Appellee not being paid, he brought suit before a justice of the peace against Wilson, Woodward and Morehouse, the owner, contractor and sub-contractor, jointly under the provisions of Sec. 37, Chap. 82, Bev. Stat., concerning liens. Subsequently the case was dismissed as to the sub-contractor, Morehouse, while the case was before the justice of the peace, and a judgment rendered against Wilson and Woodward, from which judgment appeal was taken to the Circuit Court and re-tried there, with a like result.'

We will not attempt any review of the evidence appearing in the record. It is enough to say that it clearly appears from the bill of exceptions that a paper writing which the appellee in his testimony calls “ a notice,” was introduced in evidence, but there is nothing in the bill of exceptions to show what the writing was. It may, for aught that appears in the bill of exceptions, have been a bond obligatory or a promissory note by Wilson and Woodward to appellee, to pay him the sum of money for which the court below gave judgment. Calling a writing “ a notice ” does not make it such. The paper itself should have been incorporated into the bill of exceptions so that we might see it and determine its character. Rawson v. Curtis, 19 Ill. 456.
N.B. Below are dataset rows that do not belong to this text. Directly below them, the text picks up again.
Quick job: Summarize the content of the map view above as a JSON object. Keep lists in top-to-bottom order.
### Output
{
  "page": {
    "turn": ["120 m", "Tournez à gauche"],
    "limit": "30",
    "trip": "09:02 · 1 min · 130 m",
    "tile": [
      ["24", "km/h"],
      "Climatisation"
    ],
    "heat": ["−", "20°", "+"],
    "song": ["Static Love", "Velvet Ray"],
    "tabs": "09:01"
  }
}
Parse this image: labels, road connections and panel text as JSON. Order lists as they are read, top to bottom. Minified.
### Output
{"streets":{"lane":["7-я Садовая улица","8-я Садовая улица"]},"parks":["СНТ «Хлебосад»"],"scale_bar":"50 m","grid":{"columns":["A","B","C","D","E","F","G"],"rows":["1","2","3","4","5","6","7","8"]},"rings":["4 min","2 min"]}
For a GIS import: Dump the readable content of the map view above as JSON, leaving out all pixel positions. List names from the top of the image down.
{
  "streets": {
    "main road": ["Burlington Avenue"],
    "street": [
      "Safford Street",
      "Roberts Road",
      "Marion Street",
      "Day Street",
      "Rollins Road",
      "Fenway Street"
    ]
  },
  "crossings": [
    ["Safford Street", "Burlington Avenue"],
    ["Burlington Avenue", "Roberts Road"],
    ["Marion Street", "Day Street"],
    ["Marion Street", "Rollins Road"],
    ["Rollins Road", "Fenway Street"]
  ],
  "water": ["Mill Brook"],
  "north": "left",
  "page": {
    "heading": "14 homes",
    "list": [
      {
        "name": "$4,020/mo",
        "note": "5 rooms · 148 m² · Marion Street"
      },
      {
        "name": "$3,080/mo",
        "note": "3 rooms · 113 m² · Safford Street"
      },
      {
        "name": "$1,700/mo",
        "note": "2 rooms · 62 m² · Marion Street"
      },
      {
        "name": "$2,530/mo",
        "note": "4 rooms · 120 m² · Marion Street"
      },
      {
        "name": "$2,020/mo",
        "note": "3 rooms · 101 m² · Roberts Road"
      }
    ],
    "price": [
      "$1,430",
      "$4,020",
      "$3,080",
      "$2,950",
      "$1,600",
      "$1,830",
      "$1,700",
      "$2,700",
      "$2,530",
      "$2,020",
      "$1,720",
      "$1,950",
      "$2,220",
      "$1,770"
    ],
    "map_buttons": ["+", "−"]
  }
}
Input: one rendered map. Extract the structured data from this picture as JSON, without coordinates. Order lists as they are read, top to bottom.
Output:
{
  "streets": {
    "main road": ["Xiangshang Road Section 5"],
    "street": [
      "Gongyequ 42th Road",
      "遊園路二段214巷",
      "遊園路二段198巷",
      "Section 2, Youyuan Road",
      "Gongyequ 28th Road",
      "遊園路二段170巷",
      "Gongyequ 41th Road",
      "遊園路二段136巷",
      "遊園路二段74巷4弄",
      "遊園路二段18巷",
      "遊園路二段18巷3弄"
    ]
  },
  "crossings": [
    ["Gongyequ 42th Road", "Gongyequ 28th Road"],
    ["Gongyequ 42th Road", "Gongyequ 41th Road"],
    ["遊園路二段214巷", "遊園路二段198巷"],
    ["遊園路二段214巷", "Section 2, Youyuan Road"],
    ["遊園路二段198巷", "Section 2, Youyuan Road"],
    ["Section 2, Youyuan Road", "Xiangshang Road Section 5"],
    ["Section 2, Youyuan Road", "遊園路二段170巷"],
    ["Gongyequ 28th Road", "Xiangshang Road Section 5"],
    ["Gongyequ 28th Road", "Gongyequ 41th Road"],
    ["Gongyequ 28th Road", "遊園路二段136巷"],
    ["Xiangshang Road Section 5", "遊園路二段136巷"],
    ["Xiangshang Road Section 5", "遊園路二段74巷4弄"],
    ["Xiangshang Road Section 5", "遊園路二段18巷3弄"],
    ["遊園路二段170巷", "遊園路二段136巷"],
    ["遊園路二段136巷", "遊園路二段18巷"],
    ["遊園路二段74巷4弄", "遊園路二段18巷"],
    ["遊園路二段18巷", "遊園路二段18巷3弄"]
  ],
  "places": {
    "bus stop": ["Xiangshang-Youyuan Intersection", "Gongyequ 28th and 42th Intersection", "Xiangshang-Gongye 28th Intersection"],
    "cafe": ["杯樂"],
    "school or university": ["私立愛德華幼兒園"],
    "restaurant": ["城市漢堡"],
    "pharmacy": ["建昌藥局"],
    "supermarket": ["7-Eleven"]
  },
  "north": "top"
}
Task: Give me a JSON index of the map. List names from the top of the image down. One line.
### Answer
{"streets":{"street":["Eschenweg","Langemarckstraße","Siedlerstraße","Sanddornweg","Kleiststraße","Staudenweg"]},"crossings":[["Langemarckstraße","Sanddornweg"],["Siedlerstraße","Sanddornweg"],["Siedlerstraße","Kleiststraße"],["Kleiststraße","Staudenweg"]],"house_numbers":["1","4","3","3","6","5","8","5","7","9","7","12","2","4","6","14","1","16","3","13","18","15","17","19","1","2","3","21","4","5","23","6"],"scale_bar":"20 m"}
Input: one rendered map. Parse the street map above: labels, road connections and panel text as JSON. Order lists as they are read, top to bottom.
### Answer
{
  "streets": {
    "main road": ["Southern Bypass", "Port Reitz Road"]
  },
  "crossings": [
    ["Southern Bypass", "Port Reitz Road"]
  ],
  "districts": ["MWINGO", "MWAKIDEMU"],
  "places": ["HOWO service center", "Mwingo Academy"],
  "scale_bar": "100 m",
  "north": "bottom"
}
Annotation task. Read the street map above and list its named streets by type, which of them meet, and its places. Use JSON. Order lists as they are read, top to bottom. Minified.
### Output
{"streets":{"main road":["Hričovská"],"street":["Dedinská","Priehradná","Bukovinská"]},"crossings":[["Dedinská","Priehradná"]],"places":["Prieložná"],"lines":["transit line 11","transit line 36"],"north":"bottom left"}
To have entitled this court to look at the writing and consider it, it should have been preserved in the bill of exceptions. ¡Nothing is contained in a bill of exceptions except what is attested by the signature and seal of the . judge. The embodying of a writing in the record brought to this court under the certificate of the clerk, does not incorporate the writing into the bill of exceptions. For the correctness of these several propositions we refer to Byrne v. Clark, 31 Ill. App. 651; Harris v. Brain, 33 Ill. App. 510; Alley v. Limbert, 35 Ill. App. 592, and numerous cases therein cited. In the absence of something appearing upon which this court can see that the court below committed error, the presumption must be that the judgment below is correct. Schmidt v. Braley, 112 Ill. 48; Byrne v. Clark, 31 Ill. App. 651.

Judgment affirmed.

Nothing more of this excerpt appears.